One of the things that still sets Twitter apart as a social media platform is the access they provide to the Stream. The Stream is a set of API endpoints that allow you to collect tweets in real time: the Filter Stream which lets you collect tweets that match a keyword filter that you provide; the Sample Stream which represents some sample of all the available tweets; and (if you are able to pay for it) the Firehose which includes all (public) tweets. To make things more complicated Twitter’s stream endpoints exist in several products (Standard, Premium and Enterprise) which generally provide you with increasing levels access to data. See Driscoll & Walker (2014) for an in depth analysis of how the free filter stream has related to these paid services in the past. This post is concerned with trying to understand what we see and don’t see in the Filter stream, in order to communicate it it effectively to people who are using it to collect data.
Streams on the Web
Of course, there were streams of content on the web before Twitter. Here I’m thinking of blogs and their associated RSS feeds. While an RSS or Atom feed is a representation of a stream, they are typically pulled from a server. Streams are different beasts altogether because a client initiates a stream request, holds the connection open, and then the server pushes new content as it is created in the platform, until the client decides to close the connection, which could be hours, days or even months later.

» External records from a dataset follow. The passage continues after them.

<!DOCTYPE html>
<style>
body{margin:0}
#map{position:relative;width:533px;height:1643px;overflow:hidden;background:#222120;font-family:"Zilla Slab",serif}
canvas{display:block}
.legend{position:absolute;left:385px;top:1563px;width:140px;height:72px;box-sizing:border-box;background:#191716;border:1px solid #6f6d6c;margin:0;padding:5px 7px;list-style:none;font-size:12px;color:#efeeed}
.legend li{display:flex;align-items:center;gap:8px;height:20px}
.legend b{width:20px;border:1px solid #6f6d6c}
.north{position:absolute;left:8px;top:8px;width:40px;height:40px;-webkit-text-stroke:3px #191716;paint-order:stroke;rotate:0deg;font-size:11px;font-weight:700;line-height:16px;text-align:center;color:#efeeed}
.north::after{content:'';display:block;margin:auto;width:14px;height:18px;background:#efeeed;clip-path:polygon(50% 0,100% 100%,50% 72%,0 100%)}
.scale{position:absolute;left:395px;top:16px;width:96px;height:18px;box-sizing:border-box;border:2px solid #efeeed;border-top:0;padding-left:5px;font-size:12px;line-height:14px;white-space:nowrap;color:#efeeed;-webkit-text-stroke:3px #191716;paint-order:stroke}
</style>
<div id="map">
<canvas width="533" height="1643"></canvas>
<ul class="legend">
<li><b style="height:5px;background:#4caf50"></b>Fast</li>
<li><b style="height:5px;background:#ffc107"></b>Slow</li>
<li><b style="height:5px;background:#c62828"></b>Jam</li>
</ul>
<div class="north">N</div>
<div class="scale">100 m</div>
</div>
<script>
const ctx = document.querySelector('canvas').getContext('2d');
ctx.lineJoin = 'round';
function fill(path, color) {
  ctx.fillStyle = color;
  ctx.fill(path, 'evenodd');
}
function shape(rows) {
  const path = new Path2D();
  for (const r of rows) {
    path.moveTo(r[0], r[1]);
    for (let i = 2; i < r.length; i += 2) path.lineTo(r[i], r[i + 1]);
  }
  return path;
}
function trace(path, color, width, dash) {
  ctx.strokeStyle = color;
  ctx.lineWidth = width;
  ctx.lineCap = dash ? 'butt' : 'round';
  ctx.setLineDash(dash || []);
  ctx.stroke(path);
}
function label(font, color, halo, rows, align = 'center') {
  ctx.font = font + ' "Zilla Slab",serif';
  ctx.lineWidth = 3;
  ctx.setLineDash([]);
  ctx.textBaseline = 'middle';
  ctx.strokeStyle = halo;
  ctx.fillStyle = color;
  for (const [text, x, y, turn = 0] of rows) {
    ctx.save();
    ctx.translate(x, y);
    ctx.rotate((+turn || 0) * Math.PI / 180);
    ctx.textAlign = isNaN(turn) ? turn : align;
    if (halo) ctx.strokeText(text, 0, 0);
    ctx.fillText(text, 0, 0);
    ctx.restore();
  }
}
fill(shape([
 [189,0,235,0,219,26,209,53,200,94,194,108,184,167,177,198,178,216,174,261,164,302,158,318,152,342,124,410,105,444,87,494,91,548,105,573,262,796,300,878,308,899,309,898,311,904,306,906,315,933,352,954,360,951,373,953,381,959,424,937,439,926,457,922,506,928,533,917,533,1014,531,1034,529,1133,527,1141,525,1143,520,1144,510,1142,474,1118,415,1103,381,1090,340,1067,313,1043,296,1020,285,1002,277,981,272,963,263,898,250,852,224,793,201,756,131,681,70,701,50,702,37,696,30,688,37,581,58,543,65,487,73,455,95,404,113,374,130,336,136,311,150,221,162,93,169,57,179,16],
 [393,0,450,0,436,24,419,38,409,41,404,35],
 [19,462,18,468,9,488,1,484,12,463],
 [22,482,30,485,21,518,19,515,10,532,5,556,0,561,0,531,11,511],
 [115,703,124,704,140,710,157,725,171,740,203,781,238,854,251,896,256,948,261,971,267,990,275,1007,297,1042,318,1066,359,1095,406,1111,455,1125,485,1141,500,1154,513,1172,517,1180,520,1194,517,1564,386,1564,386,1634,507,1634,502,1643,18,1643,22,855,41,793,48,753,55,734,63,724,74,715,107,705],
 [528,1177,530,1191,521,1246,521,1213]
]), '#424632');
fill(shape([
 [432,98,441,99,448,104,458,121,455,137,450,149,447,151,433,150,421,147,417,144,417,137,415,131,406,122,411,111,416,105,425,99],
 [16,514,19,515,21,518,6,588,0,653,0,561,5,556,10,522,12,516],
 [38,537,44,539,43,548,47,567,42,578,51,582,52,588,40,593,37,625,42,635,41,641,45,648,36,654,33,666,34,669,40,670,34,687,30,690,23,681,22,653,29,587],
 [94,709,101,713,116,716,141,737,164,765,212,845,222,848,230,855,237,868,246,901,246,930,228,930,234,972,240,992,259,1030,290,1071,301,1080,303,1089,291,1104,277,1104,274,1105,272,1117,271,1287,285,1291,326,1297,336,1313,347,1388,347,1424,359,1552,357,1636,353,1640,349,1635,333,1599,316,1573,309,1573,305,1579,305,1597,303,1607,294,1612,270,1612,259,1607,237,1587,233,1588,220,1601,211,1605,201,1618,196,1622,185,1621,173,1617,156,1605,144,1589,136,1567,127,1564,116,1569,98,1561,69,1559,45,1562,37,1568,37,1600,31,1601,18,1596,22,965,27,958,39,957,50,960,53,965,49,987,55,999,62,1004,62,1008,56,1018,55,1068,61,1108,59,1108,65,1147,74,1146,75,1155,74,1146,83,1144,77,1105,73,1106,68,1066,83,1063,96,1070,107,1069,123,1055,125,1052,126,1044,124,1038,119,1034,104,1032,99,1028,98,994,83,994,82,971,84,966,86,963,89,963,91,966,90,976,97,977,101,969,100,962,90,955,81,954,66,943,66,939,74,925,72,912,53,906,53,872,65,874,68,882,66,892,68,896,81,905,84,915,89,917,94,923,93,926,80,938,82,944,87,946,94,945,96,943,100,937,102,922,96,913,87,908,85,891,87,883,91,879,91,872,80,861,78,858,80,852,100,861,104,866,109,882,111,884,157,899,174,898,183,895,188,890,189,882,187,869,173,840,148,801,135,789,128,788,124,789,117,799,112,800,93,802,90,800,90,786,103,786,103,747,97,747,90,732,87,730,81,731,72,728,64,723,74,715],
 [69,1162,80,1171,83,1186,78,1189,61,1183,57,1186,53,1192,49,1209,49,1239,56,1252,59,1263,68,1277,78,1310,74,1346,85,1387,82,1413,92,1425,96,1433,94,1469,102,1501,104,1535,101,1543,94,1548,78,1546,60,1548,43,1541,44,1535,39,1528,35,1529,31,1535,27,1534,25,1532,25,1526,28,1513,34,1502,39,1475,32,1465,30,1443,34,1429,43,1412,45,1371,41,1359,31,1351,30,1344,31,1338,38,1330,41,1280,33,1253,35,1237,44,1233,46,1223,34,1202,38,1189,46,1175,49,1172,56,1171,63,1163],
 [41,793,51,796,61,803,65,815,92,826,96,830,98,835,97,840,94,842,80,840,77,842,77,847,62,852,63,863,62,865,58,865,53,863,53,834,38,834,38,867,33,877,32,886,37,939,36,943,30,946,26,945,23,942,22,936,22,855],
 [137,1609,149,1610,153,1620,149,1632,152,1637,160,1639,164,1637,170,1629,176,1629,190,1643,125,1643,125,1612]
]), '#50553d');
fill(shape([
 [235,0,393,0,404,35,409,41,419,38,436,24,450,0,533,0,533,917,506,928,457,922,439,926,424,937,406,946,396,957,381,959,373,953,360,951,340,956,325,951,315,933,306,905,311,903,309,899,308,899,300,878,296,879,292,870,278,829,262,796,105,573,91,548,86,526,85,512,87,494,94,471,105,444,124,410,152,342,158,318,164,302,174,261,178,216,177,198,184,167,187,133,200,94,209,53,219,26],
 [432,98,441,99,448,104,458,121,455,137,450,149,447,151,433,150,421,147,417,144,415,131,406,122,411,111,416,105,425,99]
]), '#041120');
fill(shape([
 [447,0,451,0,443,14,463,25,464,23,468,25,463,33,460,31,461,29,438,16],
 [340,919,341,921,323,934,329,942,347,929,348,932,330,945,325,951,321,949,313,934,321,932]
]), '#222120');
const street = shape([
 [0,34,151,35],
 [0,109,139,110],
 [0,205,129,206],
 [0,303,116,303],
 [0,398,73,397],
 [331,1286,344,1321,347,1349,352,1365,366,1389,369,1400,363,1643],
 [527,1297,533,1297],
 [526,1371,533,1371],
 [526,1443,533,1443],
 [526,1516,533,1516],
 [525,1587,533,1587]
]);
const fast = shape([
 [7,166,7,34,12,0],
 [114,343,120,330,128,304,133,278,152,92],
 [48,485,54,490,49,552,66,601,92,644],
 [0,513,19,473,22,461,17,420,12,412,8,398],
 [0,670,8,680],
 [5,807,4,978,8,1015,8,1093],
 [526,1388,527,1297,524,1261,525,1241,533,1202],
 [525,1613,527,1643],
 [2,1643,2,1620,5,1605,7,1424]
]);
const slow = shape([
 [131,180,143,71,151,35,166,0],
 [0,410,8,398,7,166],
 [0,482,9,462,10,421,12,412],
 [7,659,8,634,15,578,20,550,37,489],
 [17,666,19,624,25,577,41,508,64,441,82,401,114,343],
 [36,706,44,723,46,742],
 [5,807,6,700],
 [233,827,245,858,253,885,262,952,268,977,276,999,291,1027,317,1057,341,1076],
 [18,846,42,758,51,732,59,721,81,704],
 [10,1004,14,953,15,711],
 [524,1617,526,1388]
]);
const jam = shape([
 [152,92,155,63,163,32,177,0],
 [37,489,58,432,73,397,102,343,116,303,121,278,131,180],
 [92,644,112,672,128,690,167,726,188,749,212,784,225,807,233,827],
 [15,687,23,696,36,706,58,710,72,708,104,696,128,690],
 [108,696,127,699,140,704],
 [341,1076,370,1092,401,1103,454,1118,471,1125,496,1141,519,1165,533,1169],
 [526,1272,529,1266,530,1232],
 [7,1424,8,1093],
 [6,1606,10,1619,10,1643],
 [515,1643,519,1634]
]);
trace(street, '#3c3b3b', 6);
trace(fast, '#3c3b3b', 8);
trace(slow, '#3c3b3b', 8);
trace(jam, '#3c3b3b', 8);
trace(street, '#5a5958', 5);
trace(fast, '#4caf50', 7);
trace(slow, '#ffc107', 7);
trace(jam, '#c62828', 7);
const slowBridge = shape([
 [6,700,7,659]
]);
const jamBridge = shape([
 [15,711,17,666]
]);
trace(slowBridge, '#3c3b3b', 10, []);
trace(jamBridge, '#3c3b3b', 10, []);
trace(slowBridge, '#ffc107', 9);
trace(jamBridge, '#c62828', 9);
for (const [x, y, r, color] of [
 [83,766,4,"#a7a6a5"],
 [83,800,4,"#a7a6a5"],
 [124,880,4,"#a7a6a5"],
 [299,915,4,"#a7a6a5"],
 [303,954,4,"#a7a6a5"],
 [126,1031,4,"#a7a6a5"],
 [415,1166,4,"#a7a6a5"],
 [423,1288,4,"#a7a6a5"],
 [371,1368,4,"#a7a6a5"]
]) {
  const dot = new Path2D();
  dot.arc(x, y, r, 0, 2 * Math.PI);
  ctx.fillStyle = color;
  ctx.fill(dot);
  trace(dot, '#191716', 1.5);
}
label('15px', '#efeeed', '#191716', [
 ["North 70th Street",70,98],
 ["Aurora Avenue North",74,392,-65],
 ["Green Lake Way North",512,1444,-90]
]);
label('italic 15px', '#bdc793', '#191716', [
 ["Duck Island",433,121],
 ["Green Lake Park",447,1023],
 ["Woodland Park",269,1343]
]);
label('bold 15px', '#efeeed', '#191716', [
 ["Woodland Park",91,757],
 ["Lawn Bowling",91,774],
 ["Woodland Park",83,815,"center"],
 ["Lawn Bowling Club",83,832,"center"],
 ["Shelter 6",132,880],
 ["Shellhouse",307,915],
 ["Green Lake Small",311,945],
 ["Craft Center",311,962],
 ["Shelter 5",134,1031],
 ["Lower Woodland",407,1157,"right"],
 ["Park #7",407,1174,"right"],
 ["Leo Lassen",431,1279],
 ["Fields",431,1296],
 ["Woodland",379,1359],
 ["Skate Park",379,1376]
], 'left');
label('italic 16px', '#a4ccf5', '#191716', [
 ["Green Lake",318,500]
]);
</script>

Today there are many platforms like Slack, Wikipedia, and WordPress that offer various types of streams using WebSockets and Server-Sent Events (SSE). There are others like Facebook and Instagram (is there really any difference?) who use a hybrid solution called WebHooks to push chunks of new or updated content to your application in realtime.
But the relative simplicity and utility of Twitter’s Filter Stream API is still a bit of a unique thing on the web. Part of the reason for this is Twitter’s user base of journalists which has been cause for some to liken Twitter to some kind of wire service for the 21st century. No doubt this has something to do with newsroom’s ability to use the stream in their own back-office applications, kind of like a ticker-tape for the web.
Twitter Streams
Sometime in 2007 Twitter was working with the now defunct blogging infrastructure company Technorati to develop a real time feed of all its content using a standard called Extensible Messaging and Presence Protocol (XMPP). But by mid 2009 Twitter began to roll out their (awkwardly named) Hosebird project which rearchitected the streaming infrastructure in order to provide largely what we see today: full, sample and filter streams using plain old HTTP.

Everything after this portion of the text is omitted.